Vor dem Abendessen wollen wir noch schnell Wasser an einer Quelle auffüllen, die sich etwas abseits des Trails an einer markanten Kurve befinden soll. Wir kraxeln durch dichtes Unterholz den Hang hinunter, können die Quelle aber nirgends finden. Wir teilen uns auf. Überall liegen umgefallene Bäume, dazwischen wachsen stachelige Büsche und die Mücken sind super aggressiv. Nach einer halben Stunde treffen wir uns wieder und ziehen Bilanz: alle haben zerkratzte Beine, völlig zerstochene Haut und Henning eine gemeine Verletzung von einem Ast am Auge. Aber er hatte auch Glück und hat im sumpfigen Gebüsch einen kleinen Bach entdeckt und die Wassersäcke aufgefüllt. Wir klettern müde zurück zum Trail hoch. Völlig entgeistert starre ich zwei Minuten später und eine Wegbiegung weiter ein kleines Holzschild mit der Aufschrift "Spring - 400 feet" an, das zu einem gut ausgetretenen Trampelpfad weist...

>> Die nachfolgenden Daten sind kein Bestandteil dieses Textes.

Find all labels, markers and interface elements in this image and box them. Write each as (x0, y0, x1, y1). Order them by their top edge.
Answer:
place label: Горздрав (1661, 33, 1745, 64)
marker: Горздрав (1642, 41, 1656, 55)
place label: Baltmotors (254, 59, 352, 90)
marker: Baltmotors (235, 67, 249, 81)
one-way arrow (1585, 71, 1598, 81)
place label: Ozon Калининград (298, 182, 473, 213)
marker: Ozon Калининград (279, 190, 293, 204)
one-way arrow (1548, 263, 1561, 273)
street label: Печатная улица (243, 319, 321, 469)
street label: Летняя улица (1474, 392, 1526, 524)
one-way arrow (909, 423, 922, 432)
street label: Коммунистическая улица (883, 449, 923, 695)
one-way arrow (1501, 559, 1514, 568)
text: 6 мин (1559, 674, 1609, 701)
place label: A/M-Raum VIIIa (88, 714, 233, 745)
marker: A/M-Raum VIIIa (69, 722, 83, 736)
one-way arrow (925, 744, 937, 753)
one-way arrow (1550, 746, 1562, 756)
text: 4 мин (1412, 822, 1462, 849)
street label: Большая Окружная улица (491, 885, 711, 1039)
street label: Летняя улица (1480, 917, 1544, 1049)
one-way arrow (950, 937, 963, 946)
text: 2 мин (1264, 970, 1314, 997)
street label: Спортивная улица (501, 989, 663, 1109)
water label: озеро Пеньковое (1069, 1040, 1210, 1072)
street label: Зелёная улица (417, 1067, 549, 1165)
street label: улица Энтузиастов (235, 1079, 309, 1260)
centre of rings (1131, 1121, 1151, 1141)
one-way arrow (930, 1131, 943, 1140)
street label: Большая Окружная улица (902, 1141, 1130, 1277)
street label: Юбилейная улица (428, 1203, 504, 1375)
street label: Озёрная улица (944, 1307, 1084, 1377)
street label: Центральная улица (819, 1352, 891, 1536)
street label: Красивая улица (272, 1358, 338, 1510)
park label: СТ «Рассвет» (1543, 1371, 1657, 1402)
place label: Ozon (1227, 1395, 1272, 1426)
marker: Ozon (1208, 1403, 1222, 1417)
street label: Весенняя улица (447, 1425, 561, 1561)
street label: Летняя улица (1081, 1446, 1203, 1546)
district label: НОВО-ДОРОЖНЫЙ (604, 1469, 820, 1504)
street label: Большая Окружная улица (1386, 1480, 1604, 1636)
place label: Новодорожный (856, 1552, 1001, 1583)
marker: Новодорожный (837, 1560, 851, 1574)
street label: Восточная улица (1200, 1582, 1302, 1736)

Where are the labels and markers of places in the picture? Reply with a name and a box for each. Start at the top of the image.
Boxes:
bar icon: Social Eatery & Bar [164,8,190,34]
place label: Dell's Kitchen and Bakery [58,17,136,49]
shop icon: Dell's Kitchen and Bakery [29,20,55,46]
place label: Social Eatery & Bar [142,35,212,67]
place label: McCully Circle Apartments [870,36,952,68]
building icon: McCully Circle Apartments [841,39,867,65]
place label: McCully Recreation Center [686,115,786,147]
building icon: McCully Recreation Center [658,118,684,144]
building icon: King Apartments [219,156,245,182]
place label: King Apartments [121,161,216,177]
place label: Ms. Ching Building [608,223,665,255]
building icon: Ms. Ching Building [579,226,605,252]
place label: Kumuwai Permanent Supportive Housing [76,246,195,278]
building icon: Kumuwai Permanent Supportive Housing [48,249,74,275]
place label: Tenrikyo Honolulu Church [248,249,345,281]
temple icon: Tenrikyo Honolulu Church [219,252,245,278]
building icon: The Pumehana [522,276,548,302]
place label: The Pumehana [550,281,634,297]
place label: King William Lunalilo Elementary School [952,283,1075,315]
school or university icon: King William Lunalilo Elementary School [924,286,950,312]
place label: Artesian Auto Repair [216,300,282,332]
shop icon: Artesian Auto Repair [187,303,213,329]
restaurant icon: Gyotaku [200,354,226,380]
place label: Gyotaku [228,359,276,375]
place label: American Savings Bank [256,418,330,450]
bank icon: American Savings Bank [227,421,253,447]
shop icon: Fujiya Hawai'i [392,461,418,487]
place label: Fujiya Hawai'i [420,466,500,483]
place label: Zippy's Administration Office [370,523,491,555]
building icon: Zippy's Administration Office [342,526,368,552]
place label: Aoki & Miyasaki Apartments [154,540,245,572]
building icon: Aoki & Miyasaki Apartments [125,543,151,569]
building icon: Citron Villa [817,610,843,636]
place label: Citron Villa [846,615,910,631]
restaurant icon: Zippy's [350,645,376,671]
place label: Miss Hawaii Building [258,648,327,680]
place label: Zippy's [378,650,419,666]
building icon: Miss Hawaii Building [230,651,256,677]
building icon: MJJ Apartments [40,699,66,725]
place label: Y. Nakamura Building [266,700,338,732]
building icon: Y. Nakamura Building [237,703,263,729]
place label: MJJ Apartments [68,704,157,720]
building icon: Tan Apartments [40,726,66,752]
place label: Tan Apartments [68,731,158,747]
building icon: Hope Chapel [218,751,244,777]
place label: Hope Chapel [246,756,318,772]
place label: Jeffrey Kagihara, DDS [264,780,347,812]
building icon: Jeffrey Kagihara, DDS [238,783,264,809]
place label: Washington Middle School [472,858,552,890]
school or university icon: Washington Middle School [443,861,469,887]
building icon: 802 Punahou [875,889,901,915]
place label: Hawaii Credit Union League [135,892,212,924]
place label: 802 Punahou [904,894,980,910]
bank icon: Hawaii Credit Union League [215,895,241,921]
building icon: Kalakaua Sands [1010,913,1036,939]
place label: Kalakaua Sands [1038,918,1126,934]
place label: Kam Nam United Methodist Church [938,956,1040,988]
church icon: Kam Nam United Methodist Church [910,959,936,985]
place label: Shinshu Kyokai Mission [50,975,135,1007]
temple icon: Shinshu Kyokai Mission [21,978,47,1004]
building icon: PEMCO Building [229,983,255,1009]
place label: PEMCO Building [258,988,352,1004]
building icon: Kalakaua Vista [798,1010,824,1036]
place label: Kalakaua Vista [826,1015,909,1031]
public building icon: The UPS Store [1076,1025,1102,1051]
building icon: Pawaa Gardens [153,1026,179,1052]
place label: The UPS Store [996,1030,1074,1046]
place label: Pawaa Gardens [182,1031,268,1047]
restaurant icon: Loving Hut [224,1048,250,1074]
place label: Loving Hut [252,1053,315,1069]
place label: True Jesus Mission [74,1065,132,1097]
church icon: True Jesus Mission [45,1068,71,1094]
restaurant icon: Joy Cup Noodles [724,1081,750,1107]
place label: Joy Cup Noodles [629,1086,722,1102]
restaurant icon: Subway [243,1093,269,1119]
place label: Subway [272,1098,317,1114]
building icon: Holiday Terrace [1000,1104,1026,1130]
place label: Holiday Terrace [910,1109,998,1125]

Bereits im Dunkeln schlagen wir an diesem Tag unsere Zelte auf und deponieren die Bärenkanister wie immer einige hundert Meter vom Lager entfernt. Im Lassen gibt es einen berüchtigten Campbär; er ist schon älter und luchst den Wanderern regelmäßig strategisch Essen ab, indem er bedrohlich auf sie zugeht und sich nicht verscheuchen lässt, bis die Leute ihren Rucksack stehen lassen und zurückweichen. Dann vertilgt er genüsslich seine Beute, während die Wanderer nur hilflos zuschauen können. Er hat noch nie wirklich jemanden angefallen, aber seine Methode funktioniert immer wieder hervorragend! - Hut ab.
Morgens höre ich energische Schritte ums Zelt stapfen und wundere mich, wieso die anderen schon so früh auf den Beinen sind. Oder ist es der Campbär? Als ich die Tür öffne, starrt mir ein neugieriges Reh in die Augen. Es ist überhaupt nicht scheu und schleicht auch noch weiter um uns rum, während wir zusammenpacken.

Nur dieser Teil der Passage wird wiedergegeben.